=== WHAT THE TASK ASKS ===
For each line in the data below that holds "service", return a copy.

=== RECORDED DATA ===

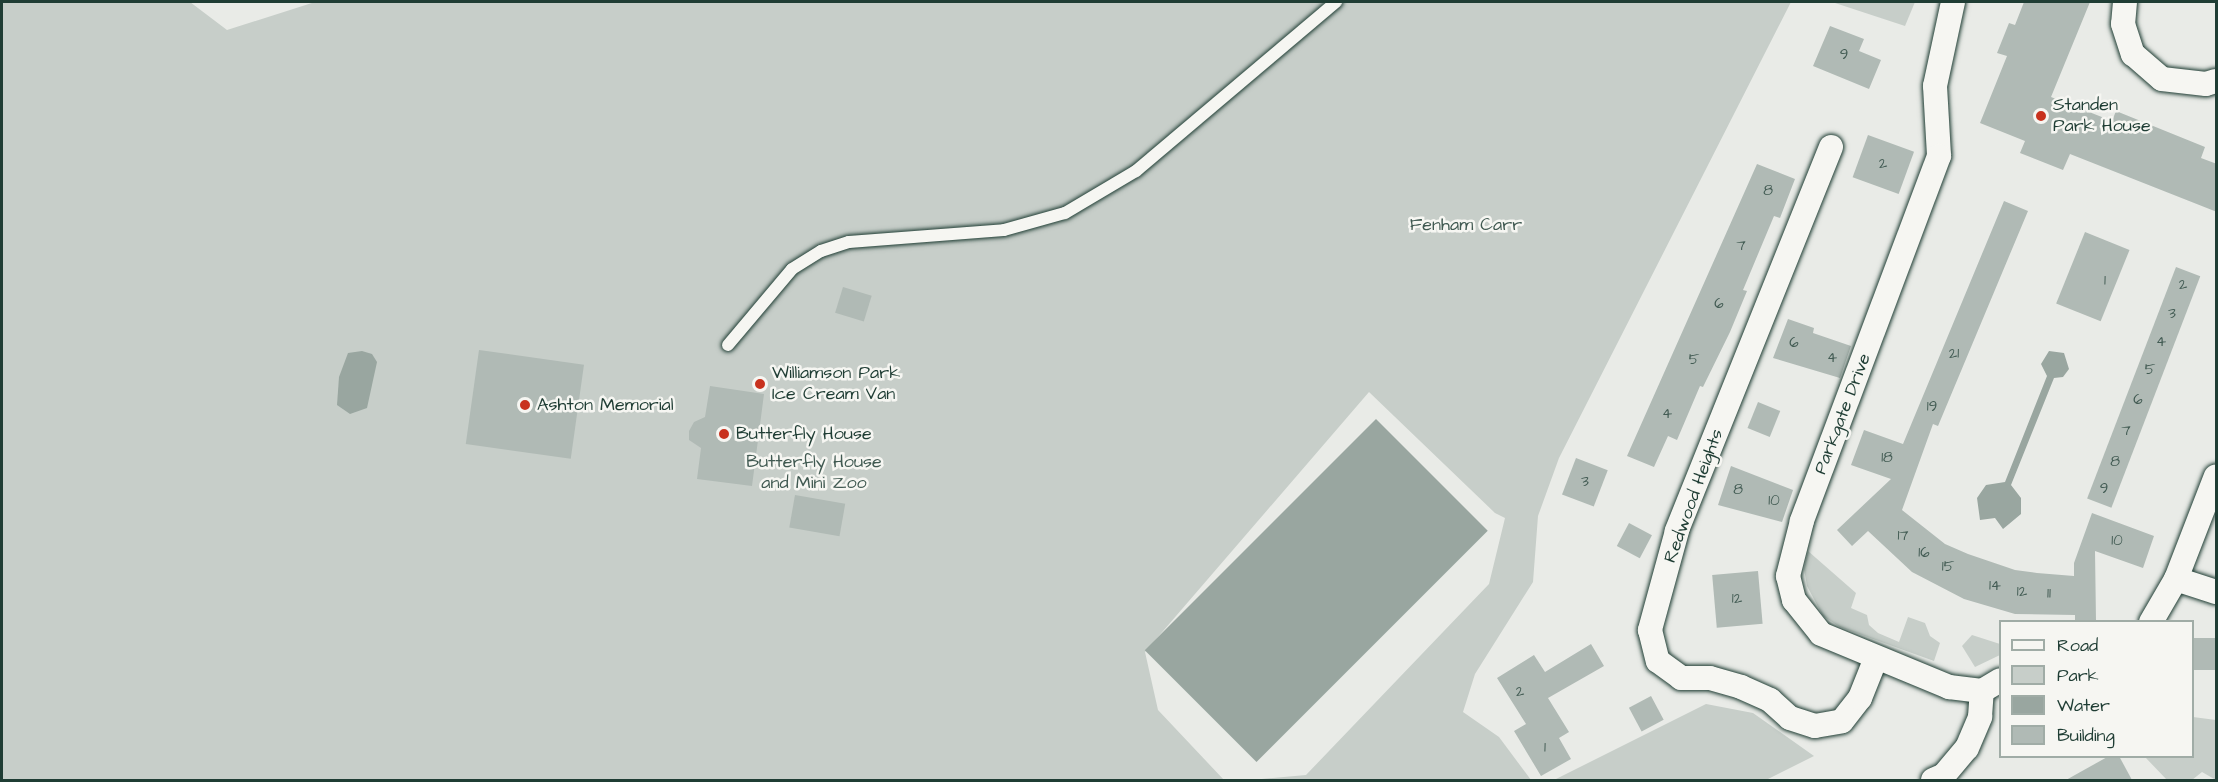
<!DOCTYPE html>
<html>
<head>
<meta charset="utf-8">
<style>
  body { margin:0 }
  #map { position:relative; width:2218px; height:782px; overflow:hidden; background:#e9ebe7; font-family:"Architects Daughter",sans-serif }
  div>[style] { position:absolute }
  .green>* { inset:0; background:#c7cec9 }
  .water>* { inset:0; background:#99a6a0; transform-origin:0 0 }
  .building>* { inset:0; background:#b0bab5; transform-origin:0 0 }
  .roads { filter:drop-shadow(0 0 2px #1f3d34) drop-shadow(0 0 2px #1f3d34) }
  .service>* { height:12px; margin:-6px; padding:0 6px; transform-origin:6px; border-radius:6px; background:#f6f6f2 }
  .minor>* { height:24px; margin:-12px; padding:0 12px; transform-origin:12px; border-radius:12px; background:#f6f6f2 }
  .dots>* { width:16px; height:16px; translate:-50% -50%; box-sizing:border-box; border:3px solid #f6f6f2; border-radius:50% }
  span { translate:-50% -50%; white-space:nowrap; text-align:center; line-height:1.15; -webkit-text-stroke:5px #f6f6f2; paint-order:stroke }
  .number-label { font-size:15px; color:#435c54 }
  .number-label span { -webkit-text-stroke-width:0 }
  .poi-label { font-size:18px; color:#1f3d34 }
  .left { translate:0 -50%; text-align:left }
  .park-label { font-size:18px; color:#415a52 }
  .street-label { font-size:18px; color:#1f3d34 }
  .frame { position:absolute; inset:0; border:3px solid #1f3d34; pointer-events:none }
  .legend { position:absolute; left:1999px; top:620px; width:195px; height:138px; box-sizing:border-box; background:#f6f6f2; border:2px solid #a0aca6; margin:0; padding:8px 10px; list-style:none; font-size:18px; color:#1f3d34 }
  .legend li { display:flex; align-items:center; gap:12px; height:30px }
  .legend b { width:30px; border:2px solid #a0aca6 }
</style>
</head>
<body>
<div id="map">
  <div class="green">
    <i style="clip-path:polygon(2px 2px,190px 2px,227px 30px,315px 2px,1791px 2px,1559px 458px,1538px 516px,1533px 582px,1475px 674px,1463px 712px,1499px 737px,1531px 780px,1251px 780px,1306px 775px,1489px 584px,1505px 518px,1495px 513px,1369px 392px,1145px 652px,1158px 710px,1224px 780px,2px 780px)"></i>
    <i style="clip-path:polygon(1832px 2px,1915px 2px,1905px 26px)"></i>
    <i style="clip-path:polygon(1808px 551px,1856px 593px,1851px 608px,1867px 615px,1869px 625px,1878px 633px,1899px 642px,1908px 617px,1925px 623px,1930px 636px,1940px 643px,1934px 661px,1840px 627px,1823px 616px,1807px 586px,1804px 569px)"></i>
    <i style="clip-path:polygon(1972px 635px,2000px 644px,2000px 655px,1975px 667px,1962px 646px)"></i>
    <i style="clip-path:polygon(1706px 704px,1753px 713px,1814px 756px,1766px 780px,1554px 780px)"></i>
    <i style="clip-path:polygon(2193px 717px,2216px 720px,2216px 780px,2202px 772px,2192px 780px,2167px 780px,2145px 757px,2192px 756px)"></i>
  </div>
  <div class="water">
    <i style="clip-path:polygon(362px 351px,372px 354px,377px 362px,367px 408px,350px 414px,337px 405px,339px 377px,348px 353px)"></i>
    <i style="clip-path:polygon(2049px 351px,2064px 353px,2069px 369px,2063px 377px,2054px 378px,2011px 485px,2021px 498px,2021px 514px,2003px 529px,1995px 518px,1980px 520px,1977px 498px,1986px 485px,2005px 482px,2047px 376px,2041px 364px)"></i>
    <i style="left:1376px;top:419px;width:158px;height:327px;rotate:45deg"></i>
  </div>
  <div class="building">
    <i style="clip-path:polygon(2024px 2px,2090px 2px,2051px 97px,2112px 121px,2116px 111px,2205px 147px,2201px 158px,2217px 164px,2217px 212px,2070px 154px,2063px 170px,2020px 153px,2025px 141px,1980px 123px,2007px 56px,1997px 53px,2009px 23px,2015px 25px)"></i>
    <i style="clip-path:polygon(1830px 26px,1864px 39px,1859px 51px,1881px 60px,1869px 89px,1813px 66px)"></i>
    <i style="left:1868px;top:135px;width:49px;height:45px;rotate:20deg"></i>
    <i style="clip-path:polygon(1757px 164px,1795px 179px,1780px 218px,1774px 216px,1743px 290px,1747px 291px,1730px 332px,1703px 387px,1700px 386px,1677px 440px,1668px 436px,1654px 467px,1627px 456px)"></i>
    <i style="clip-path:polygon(2004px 201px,2028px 211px,1938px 426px,1933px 424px,1902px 510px,1945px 544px,1968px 554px,2015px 570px,2037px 573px,2074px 576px,2074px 563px,2092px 513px,2154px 536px,2143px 568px,2095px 551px,2096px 621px,2075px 621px,2075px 615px,2015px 614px,1964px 599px,1912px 572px,1868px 531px,1852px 546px,1837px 530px,1891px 479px,1851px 465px,1864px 430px,1903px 444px)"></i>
    <i style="left:2085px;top:232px;width:48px;height:77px;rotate:22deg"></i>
    <i style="left:2176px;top:267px;width:26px;height:248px;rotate:21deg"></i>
    <i style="left:843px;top:287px;width:30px;height:27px;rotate:17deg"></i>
    <i style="clip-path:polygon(1788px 319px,1814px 328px,1813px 333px,1851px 346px,1840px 378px,1773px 358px)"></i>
    <i style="left:479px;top:350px;width:106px;height:95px;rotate:8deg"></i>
    <i style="clip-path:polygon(710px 386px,764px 394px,752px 486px,697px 479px,701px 448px,689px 440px,689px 431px,694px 422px,705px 417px)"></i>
    <i style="left:1758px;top:402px;width:24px;height:28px;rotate:22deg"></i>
    <i style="left:1576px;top:458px;width:34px;height:39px;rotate:21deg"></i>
    <i style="clip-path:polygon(1731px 466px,1793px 490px,1782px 522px,1718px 505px)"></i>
    <i style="left:795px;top:495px;width:51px;height:33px;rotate:10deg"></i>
    <i style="left:1629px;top:523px;width:26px;height:26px;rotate:28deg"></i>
    <i style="left:1758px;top:571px;width:53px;height:46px;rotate:85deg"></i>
    <i style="left:2217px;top:638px;width:32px;height:24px;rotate:90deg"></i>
    <i style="clip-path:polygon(1591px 644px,1604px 666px,1548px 698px,1569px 732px,1559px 738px,1571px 759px,1541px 776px,1514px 731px,1526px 724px,1497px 678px,1534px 655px,1545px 672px)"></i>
    <i style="left:1651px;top:696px;width:27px;height:25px;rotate:62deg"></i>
    <i style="clip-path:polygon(2109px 756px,2119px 756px,2132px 780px,2066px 780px)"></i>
  </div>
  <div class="roads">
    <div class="service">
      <i style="left:728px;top:345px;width:99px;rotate:-49.9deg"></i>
      <i style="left:792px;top:269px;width:34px;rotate:-32deg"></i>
      <i style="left:821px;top:251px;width:29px;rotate:-18deg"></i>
      <i style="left:849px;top:242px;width:155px;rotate:-4.4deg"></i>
      <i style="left:1004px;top:230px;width:63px;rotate:-15.6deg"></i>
      <i style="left:1065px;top:213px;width:82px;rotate:-30.6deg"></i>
      <i style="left:1136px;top:171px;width:262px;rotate:-40.2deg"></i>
    </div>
    <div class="minor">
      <i style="left:1953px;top:2px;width:86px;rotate:102.1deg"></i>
      <i style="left:1935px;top:86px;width:70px;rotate:86.7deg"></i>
      <i style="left:1939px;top:156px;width:390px;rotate:110.6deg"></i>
      <i style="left:1802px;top:521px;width:57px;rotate:104.3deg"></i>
      <i style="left:1788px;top:576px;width:25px;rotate:76deg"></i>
      <i style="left:1794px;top:600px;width:43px;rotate:51.5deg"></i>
      <i style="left:1821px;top:634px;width:139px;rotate:22.5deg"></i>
      <i style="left:1949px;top:687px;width:33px;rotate:7deg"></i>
      <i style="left:1982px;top:691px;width:21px;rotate:-31deg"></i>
      <i style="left:2125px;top:2px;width:22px;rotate:95deg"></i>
      <i style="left:2123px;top:24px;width:32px;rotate:72deg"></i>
      <i style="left:2133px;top:54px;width:38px;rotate:41deg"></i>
      <i style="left:2162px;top:79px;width:44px;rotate:6.5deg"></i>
      <i style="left:2206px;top:84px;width:10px;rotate:-17deg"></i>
      <i style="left:1831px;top:147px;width:414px;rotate:111.9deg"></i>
      <i style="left:1677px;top:531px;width:103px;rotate:105.3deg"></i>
      <i style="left:1650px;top:630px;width:32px;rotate:76deg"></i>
      <i style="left:1658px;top:661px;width:29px;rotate:36deg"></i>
      <i style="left:1681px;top:678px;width:29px"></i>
      <i style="left:1710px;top:678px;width:32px;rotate:16deg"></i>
      <i style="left:1741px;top:687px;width:32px;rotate:24deg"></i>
      <i style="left:1770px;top:700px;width:27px;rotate:42deg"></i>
      <i style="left:1790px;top:718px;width:26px;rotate:18deg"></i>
      <i style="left:1815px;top:726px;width:27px;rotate:-10deg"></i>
      <i style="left:1842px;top:721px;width:29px;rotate:-52deg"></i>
      <i style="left:1860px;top:698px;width:43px;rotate:-68.2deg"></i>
      <i style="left:2176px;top:579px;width:42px;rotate:18deg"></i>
      <i style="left:2151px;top:622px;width:50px;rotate:-59.8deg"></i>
      <i style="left:2176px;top:579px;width:110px;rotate:-68.8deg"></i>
      <i style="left:1933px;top:780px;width:12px;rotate:-24deg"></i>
      <i style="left:1944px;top:775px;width:35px;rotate:-50deg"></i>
      <i style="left:1967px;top:748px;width:34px;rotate:-67deg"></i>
      <i style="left:1980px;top:717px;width:26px;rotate:-86deg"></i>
    </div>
  </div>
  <div class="dots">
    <i style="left:2041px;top:116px;background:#c8321e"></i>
    <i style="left:760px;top:384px;background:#c8321e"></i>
    <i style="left:525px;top:405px;background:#c8321e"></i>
    <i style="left:724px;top:434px;background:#c8321e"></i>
  </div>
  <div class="number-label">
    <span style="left:1844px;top:55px">9</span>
    <span style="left:1883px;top:164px">2</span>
    <span style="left:1768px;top:191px">8</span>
    <span style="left:1741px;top:246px">7</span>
    <span style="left:2105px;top:281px">1</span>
    <span style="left:2183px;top:285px">2</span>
    <span style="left:1719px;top:304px">6</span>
    <span style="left:2172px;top:314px">3</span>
    <span style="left:2161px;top:342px">4</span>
    <span style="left:1794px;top:343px">6</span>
    <span style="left:1954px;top:354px">21</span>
    <span style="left:1832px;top:358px">4</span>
    <span style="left:1694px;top:360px">5</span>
    <span style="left:2150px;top:370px">5</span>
    <span style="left:2138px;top:400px">6</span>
    <span style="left:1932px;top:407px">19</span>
    <span style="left:1667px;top:414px">4</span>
    <span style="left:2126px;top:431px">7</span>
    <span style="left:1887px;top:458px">18</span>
    <span style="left:2115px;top:462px">8</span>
    <span style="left:1585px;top:482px">3</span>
    <span style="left:2104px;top:489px">9</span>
    <span style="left:1738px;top:490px">8</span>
    <span style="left:1774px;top:501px">10</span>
    <span style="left:1903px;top:536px">17</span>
    <span style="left:2117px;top:541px">10</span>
    <span style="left:1924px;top:553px">16</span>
    <span style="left:1948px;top:567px">15</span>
    <span style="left:1995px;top:586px">14</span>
    <span style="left:2022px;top:592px">12</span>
    <span style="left:2049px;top:594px">11</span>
    <span style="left:1737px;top:599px">12</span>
    <span style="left:1520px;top:692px">2</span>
    <span style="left:1545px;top:748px">1</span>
  </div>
  <div class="poi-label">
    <span class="left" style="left:2053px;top:116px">Standen<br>Park House</span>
    <span class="left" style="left:772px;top:384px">Williamson Park<br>Ice Cream Van</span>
    <span class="left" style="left:537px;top:405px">Ashton Memorial</span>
    <span class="left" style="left:736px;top:434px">Butterfly House</span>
  </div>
  <div class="park-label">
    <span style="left:1466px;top:225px">Fenham Carr</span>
    <span style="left:814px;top:473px">Butterfly House<br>and Mini Zoo</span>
  </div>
  <div class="street-label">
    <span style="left:1843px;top:414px;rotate:-69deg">Parkgate Drive</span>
    <span style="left:1694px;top:496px;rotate:-70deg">Redwood Heights</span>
  </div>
  <div class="frame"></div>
  <ul class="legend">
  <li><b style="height:8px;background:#f6f6f2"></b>Road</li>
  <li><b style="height:16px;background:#c7cec9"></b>Park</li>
  <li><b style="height:16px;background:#99a6a0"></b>Water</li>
  <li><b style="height:16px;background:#b0bab5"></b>Building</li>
  </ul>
</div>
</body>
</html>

=== SOLVED PROBLEM ===
  .service>* { height:12px; margin:-6px; padding:0 6px; transform-origin:6px; border-radius:6px; background:#f6f6f2 }
    <div class="service">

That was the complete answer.